● **Exercise directions**:
Go through the records, and copy each line in which the string "الاسلام" is present.
++++++++
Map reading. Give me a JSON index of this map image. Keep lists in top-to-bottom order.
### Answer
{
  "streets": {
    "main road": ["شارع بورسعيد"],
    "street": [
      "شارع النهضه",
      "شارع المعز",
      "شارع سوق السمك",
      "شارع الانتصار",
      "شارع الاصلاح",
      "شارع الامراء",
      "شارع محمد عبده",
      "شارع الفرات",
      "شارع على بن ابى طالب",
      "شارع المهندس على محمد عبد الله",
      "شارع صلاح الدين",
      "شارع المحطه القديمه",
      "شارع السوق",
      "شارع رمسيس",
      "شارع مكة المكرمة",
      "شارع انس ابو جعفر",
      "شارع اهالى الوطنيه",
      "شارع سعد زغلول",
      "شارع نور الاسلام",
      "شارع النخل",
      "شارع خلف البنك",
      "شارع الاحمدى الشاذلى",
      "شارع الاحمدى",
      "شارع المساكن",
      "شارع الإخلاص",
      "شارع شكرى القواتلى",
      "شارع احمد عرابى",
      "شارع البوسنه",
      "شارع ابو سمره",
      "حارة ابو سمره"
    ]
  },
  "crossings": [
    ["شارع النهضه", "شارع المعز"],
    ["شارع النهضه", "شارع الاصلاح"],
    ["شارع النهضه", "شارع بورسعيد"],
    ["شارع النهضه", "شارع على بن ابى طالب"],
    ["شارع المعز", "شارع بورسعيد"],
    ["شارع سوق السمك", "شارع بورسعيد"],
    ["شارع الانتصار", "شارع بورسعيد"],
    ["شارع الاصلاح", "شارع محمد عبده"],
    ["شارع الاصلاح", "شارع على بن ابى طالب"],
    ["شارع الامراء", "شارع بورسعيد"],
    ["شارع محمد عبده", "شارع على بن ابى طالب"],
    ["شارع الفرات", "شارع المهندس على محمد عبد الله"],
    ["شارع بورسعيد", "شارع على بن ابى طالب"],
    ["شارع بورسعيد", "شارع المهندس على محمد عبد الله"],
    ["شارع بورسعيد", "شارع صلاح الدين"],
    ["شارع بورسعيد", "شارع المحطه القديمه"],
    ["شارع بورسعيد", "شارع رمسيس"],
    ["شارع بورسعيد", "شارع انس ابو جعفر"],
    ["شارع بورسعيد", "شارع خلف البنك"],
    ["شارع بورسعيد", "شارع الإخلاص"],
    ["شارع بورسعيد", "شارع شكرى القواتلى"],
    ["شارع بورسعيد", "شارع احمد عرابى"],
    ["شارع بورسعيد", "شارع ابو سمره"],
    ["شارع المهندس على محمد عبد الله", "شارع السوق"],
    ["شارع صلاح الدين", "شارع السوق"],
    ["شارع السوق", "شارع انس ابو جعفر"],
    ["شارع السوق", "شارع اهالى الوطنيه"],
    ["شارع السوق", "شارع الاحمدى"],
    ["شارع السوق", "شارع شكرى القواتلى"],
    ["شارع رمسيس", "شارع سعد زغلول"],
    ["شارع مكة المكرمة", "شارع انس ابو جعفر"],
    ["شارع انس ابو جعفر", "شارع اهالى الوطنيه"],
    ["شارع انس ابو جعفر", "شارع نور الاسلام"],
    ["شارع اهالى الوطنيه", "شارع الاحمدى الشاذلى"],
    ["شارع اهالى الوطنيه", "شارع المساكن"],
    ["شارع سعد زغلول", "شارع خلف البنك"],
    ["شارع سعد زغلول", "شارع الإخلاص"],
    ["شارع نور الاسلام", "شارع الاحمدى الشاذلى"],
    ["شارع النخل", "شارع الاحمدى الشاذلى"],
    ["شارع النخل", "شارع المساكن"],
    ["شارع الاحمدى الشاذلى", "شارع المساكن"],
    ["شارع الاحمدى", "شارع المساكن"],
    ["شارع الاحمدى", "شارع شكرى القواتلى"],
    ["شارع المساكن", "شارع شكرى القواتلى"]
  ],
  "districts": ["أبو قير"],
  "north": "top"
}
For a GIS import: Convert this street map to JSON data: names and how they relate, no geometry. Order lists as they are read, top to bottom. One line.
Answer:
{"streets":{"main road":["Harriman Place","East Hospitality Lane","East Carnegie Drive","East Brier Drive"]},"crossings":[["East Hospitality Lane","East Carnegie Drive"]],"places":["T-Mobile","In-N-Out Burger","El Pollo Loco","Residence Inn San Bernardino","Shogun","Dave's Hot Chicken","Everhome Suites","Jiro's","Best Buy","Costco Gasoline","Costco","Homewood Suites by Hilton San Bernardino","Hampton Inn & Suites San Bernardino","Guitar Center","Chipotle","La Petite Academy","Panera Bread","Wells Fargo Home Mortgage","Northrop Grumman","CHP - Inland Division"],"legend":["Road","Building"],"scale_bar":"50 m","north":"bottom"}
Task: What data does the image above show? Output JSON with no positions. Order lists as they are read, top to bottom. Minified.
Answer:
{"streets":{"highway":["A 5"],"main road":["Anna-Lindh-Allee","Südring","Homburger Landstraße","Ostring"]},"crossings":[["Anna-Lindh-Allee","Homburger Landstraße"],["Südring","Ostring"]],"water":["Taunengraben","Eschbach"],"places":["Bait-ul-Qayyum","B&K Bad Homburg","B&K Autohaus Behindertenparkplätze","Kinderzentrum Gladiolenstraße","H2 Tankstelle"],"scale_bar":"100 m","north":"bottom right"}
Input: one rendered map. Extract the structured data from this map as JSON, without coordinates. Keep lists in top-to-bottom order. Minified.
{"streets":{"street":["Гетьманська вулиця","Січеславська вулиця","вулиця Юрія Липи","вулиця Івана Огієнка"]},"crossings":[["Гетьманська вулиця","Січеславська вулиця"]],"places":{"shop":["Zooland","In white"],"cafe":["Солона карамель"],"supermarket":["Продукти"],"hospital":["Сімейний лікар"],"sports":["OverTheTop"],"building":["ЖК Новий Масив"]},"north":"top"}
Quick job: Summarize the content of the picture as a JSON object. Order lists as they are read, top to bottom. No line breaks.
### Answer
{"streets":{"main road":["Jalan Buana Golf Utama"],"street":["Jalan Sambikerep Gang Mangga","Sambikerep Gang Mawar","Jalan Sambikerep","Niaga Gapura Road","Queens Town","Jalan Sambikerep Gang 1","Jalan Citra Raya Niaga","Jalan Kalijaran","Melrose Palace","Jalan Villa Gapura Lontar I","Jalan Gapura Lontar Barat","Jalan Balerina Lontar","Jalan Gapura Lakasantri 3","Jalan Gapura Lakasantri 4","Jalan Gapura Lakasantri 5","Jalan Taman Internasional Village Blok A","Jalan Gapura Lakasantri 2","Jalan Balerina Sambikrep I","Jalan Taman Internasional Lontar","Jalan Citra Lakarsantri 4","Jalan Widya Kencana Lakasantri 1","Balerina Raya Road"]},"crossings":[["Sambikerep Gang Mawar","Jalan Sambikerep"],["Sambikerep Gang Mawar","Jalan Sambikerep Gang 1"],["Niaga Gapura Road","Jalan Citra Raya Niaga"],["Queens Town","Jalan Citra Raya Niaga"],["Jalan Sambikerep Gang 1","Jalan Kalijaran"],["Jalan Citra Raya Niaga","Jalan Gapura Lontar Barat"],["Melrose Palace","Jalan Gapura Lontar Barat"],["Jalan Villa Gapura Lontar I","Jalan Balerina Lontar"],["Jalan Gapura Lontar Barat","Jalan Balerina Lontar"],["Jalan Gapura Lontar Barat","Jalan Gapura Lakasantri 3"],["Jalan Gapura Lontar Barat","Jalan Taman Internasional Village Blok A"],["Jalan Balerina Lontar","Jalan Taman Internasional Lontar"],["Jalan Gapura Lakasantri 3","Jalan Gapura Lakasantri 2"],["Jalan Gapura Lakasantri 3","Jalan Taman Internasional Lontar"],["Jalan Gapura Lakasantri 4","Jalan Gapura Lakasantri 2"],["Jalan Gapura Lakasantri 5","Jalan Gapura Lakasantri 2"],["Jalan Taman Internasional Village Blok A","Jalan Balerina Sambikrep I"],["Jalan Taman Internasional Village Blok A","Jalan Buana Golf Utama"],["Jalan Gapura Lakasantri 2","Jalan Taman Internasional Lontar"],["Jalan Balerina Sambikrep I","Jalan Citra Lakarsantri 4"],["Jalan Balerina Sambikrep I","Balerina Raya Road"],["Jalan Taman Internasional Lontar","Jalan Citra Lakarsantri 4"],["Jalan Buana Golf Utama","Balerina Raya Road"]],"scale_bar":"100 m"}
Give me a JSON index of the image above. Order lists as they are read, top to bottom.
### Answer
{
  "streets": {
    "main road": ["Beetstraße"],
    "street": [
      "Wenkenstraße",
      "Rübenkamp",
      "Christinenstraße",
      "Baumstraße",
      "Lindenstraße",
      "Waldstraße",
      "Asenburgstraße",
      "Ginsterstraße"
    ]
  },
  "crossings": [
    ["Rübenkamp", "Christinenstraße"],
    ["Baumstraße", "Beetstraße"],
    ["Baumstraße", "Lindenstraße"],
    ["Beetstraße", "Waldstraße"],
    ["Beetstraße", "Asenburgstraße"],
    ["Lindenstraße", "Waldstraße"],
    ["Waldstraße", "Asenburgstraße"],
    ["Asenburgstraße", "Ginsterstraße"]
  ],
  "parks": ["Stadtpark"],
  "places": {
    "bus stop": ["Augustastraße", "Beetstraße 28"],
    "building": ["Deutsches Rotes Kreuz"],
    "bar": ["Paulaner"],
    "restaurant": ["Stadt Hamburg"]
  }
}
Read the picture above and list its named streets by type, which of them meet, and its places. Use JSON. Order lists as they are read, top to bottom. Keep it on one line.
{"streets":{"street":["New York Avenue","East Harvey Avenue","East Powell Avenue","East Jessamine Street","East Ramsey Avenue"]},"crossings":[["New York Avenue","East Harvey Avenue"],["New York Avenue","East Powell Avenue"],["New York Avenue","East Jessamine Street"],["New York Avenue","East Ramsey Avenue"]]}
++++++++
● **Task answer**:
      "شارع نور الاسلام",
    ["شارع انس ابو جعفر", "شارع نور الاسلام"],
    ["شارع نور الاسلام", "شارع الاحمدى الشاذلى"],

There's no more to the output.